Thursday, 3 September 2009

Max Needs Thermal Curtain Failure

As the crew of Discovery work to complete the International Space Station, and we approach the end of the Space Shuttle programme, I was reminded of some of the Shuttle's most memorable on-screen appearances.

Disney's SpaceCamp - classic, innocent pre-Challenger film in which a somewhat literal-minded robot sends a group of children into orbit after overhearing a wish. Also a brilliant piece of three-layered propaganda: it's about the Space Shuttle itself which is portrayed as easy and safe enough to be flown by schoolchildren; because it's about the Shuttle this is also a pro-Western technology and civilization message; and thirdly it's an advert for the real Space Camp summer programme at Kennedy - presumably there are now hundreds of Americans who are devastated at not being accidentally blasted into space themselves.

Armageddon - you know, actually the propaganda in Space Camp wasn't too bad. Michael Bay's film on the other hand is an utterly jingoistic and physics-defying caper in which two secret military shuttles are sent to deflect an asteroid.

Moonraker - one of the most ridiculous Bond movies but also one of my favourites - villain Drax is stealing space shuttles and using them to build a space station where he can hide away while the rest of the Earth is destroyed. NASA fights back with it's own shuttles - converted to carry marines in their cargo bays! - while Roger Moore and Lois Chiles get it on in zero gravity.

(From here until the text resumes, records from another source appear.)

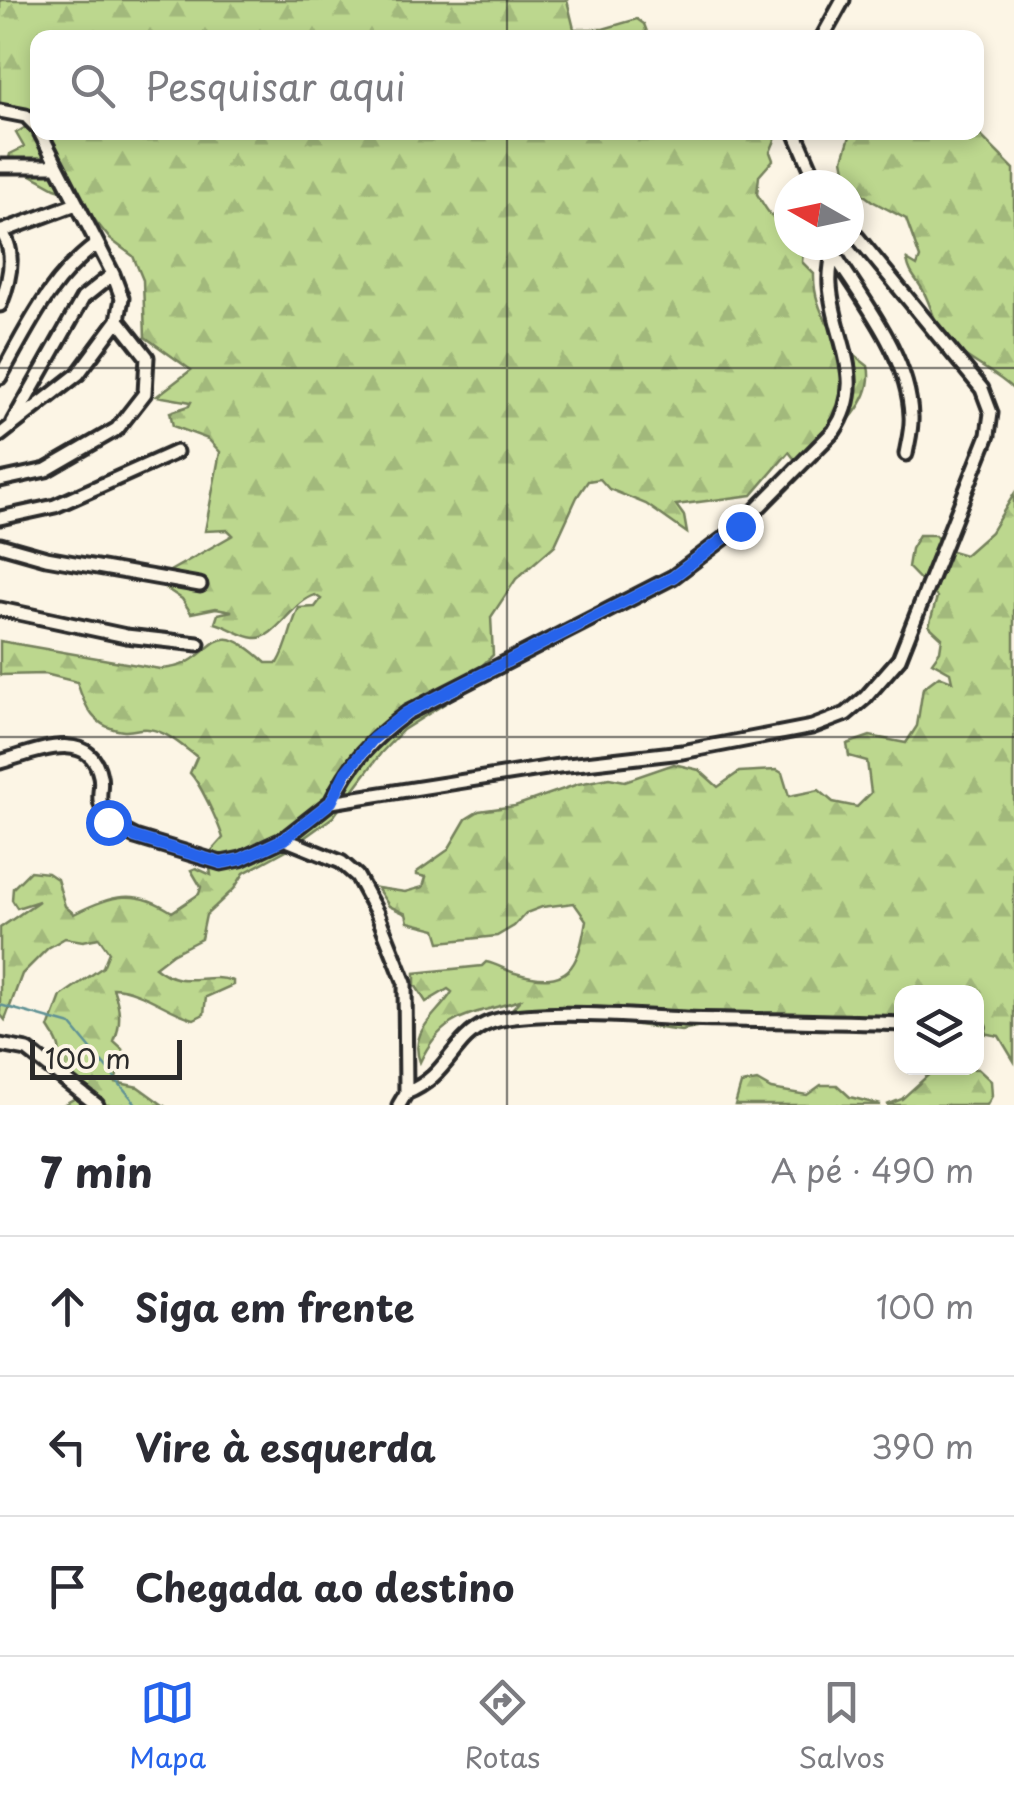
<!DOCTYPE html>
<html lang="pt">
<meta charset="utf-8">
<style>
:root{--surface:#fff;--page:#f7f7f7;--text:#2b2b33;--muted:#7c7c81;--line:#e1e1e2;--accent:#2563eb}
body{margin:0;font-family:"Playpen Sans",sans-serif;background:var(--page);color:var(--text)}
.controls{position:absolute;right:30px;bottom:30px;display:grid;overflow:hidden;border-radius:20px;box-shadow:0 5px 15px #0003}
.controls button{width:90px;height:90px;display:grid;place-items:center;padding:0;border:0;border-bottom:2px solid var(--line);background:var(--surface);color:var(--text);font:50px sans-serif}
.compass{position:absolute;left:774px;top:170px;width:90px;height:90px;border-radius:50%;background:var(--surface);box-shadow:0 5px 15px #0003;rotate:279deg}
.scale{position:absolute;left:30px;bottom:25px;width:152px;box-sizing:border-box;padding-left:10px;border:5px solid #2b2b2b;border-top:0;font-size:28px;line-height:35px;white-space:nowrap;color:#2b2b2b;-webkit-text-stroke:8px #fcf5e5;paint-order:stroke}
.stop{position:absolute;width:30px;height:30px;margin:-22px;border:8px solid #2563eb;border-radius:50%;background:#fff}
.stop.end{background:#2563eb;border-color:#fff;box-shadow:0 2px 10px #0008}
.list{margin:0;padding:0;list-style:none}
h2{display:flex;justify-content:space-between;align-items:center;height:130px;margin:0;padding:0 40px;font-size:42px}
h2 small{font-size:32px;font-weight:400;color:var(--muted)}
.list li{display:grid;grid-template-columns:65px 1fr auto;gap:30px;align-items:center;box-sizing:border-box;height:140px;padding:0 40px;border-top:2px solid var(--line)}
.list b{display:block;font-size:38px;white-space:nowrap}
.list em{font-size:32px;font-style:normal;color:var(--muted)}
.icon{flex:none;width:55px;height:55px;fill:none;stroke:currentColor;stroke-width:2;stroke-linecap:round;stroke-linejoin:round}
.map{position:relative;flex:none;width:1014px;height:1105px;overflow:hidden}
.search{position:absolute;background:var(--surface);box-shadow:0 5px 15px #0003;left:30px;right:30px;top:30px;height:110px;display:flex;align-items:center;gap:25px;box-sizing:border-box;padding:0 35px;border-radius:20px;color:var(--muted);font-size:38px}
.sheet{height:550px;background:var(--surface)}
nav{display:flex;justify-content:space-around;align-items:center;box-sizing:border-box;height:140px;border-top:2px solid var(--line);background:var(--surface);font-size:28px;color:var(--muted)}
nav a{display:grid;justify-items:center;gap:5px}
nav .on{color:var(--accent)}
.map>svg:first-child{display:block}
.forest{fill:url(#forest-firs);stroke:#74815c;stroke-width:2.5}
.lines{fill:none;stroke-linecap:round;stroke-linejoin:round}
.stream{stroke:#619295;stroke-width:2.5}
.street-casing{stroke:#2b2b2b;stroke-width:19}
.street{stroke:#fcf5e5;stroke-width:11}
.route{stroke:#2563eb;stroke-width:12}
.grid{fill:none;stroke:#2b2b2b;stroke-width:2.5;stroke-opacity:0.55}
</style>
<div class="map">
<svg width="1014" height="1105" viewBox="0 0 1014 1105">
<defs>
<pattern id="forest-firs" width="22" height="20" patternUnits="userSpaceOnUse" patternTransform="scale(2.5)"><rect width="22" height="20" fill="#bcd78e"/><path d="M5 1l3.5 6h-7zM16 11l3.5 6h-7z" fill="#a2b97b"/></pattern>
</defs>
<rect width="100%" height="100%" fill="#fcf5e5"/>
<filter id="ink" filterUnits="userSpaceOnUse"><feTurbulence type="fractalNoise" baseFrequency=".01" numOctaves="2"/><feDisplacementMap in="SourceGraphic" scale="20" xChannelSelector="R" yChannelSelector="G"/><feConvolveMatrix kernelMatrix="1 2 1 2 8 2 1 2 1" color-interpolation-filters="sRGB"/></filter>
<g filter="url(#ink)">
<!-- forest -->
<path class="forest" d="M0,0H567L574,29H603L637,19L644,24L649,37L38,38V132L778,133L770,152L773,160L759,176L757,194C765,207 772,224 789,222V245H804L802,262L814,274C813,313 838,344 868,366C877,406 829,438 802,461H796L789,452L752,495L676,505L684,516L687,533L646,504L609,489L600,479L588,481L577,497L555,545L516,579L491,617L493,655L468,679L479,682L403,730L381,753L333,817L290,848L244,873L234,889L206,915L201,939L172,954L155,967C184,991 204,971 233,981V985L206,997L204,1014L194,1019C167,1012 142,989 113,988C120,1008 122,1022 114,1042L124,1051L115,1082L138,1087L163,1105H63L79,1096L55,1065C64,1050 58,1042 49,1028L61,996L103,967L109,952L99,938L83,941L65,938L48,948L22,974L5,1020L0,1014V928L39,901L17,908L12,900L13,888L30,871L48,873L57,879L65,906L74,914C111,895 136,888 172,912L199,894L201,887L191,870L196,868L211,875L208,855L223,838C218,822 200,783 190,773L197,757C182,746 167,731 148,729C140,728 132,731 124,731C94,728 85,708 77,682L45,674L0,675V641L160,669C219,667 205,606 266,663H278C289,645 290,626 299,608L315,607L321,599L315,595C293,601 275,640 255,638C242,637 228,626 215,623L218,614L232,611L216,608L191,613L182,599L161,585L162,579L170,571L233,535L228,530L205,531L220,452L208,439L173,426L170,412L189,406L191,402L157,396L191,370L145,337L143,280L133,256L110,239L74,194L55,188L8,162L10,154L24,147L16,133L31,124L0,111Z
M977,132L1014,169V390C993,369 964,361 945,337C933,322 931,303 921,287C914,276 910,274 907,260L917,266L920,258L906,219L872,201L856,189L846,175L843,159L851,133Z
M1014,494V1061L999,1036L977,1032L976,992H902L901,1025L722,1023L681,1031L616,1022L506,1016L520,1000C472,1016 444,1011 420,1062C408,1030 438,1015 452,992L448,989L426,1002L415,985V973L482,966L486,962C497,964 505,970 515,973C569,989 578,968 586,920L574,903L542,907L526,913L514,926L497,936L440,942L436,929L408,922L406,914L389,906L377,888L405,892L423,887L426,877L417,875V872L448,850L466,819L479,811L515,806L578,784L609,778L625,781L674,764L699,770L718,787L739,772L777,770L782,773L789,796L819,790L833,802L857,807L871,793L867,761L849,756L847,744L870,736L906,743L917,726L923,688L939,676L952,681L950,672L932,662L940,651L942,638L929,626L937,597L908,567L911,549L919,535H935L945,549L965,555L991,532Z
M936,1068L978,1069L991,1081L992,1096L987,1105H887L902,1099Z
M757,1081L771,1089L807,1095L821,1085H837L850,1097L881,1105H735L741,1084Z"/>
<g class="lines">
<!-- stream -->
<path class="stream" d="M0,1005L71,1025L137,1105"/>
<defs>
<path id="street" d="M822,38L843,0
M0,111L26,116L38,128
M795,132L818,185
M0,166H57
M0,231C18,250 9,282 0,305
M3,231L76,204
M834,254C864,302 909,357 911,416C912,428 908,442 906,454
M0,377C28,327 49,279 97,244
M13,422L83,298L113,274
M0,435L78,374L118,320L122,298L113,274L40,132
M0,480L46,470L117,429L145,393L147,357L118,320
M0,518L55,506L176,452
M0,545L46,558L200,585
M0,609L126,636L198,644
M0,762C33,753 90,726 100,776C102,784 99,792 100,800C101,807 105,815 108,823L135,837L221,863L241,859L284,839L331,802L559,766L682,752L812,727L846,714L865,698L899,659L988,435L991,413L982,389L849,227
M331,802C351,762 371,740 407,713L673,577L740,526L834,431C869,379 833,339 830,285C829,272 832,257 835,245
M284,839L341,862L357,876L377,913L405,983L406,1093L399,1105
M976,1026L978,1027
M0,1045L27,1050L97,1105
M406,1093C449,1076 451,1040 486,1024C523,1007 641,1017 685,1019C757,1021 829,1021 902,1024"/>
</defs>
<!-- street casing -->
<use href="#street" class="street-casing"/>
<!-- street -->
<use href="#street" class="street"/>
</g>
</g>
<g class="lines" filter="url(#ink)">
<!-- route -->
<path class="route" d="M108,822L135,837L221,863L241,859L284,839L331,802L346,772L373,739L406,713L673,577L740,526"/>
</g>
<!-- grid -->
<path class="grid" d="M507,0V38M507,132V1105M0,368H1014M0,737H1014"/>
</svg>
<div class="controls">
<button><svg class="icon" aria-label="layers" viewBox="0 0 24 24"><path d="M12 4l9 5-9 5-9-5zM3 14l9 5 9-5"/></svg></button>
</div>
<svg class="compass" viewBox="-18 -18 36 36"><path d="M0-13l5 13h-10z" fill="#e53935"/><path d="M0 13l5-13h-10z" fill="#7c7c81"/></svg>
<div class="scale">100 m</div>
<div class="stop" style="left:108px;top:822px"></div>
<div class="stop end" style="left:740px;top:526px"></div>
<div class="search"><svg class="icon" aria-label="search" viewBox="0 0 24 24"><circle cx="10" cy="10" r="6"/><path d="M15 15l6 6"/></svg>Pesquisar aqui</div>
</div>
<section class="sheet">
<h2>7 min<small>A pé · 490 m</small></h2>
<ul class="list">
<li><svg class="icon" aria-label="ahead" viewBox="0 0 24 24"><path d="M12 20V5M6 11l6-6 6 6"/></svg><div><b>Siga em frente</b></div><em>100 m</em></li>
<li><svg class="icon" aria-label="left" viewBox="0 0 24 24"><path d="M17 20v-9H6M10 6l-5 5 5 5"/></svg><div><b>Vire à esquerda</b></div><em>390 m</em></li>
<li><svg class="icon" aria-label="arrive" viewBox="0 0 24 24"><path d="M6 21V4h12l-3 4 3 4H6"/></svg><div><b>Chegada ao destino</b></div></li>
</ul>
</section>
<nav>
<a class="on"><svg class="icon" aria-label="map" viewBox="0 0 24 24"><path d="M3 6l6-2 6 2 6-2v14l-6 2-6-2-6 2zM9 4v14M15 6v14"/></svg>Mapa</a>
<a><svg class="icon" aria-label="directions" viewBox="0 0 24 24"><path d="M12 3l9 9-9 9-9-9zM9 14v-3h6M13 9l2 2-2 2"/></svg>Rotas</a>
<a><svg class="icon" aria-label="saved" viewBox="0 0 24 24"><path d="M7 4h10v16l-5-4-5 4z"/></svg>Salvos</a>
</nav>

Species II - opens with a Mars shot that is clearly a political stunt, with a space shuttle crudely welded to an additional engine rig and plastered with sponsorship logos. The senator's son leading the sample-return mission gets only a few minutes on the surface. Naturally this is enough to pick up a taste of the local alien nymphomaniac predator.

Space Cowboys - following John Glenn's return to space this film featured four "mature" but well-liked male actors led by Clint and Tommy Lee as they try to break NASA's ageist recruitment policy... a science fiction film with heart and a lot of gentle humour.

Spiders - where else would you send a secret biological weapon but on a space shuttle flight? And when it kills the crew, what else would you do but bring the Shuttle down into a secret military base and allow it to escape?